▶ [Saved entries]:
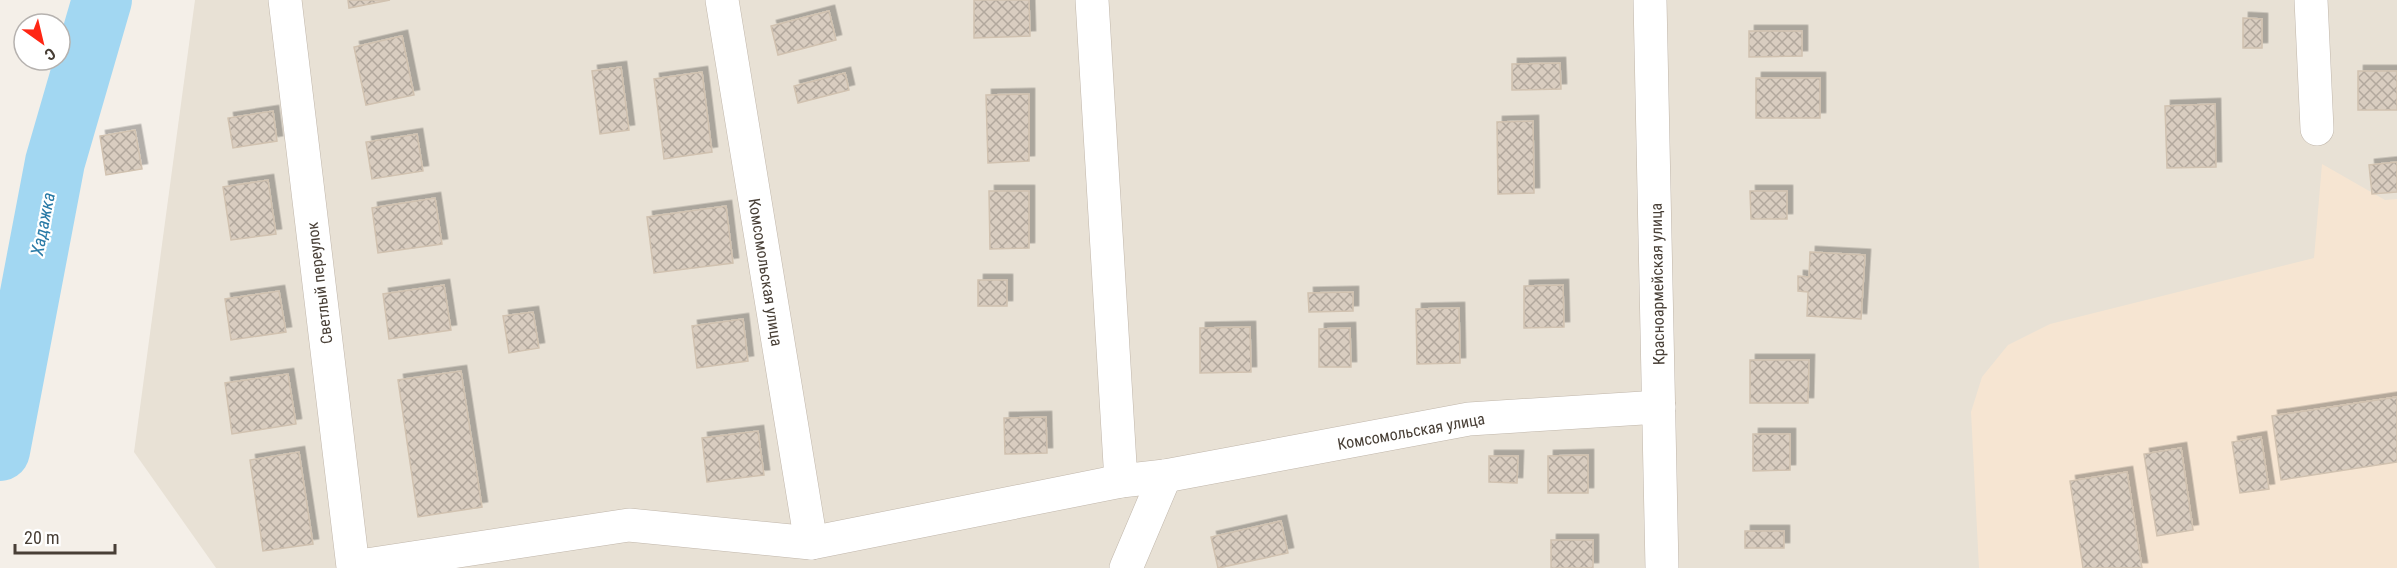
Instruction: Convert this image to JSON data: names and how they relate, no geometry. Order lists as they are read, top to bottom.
{
  "streets": {
    "street": ["Комсомольская улица", "Светлый переулок", "Красноармейская улица"]
  },
  "crossings": [
    ["Комсомольская улица", "Светлый переулок"],
    ["Комсомольская улица", "Красноармейская улица"]
  ],
  "water": ["Хадажка"],
  "scale_bar": "20 m",
  "north": "bottom right"
}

▶ [Assignment]:
Reproduce every record in full. Leave out the images.

▶ [Solved exercise]:
Instruction: Convert this image to JSON data: names and how they relate, no geometry. Order lists as they are read, top to bottom.
{
  "streets": {
    "street": ["Комсомольская улица", "Светлый переулок", "Красноармейская улица"]
  },
  "crossings": [
    ["Комсомольская улица", "Светлый переулок"],
    ["Комсомольская улица", "Красноармейская улица"]
  ],
  "water": ["Хадажка"],
  "scale_bar": "20 m",
  "north": "bottom right"
}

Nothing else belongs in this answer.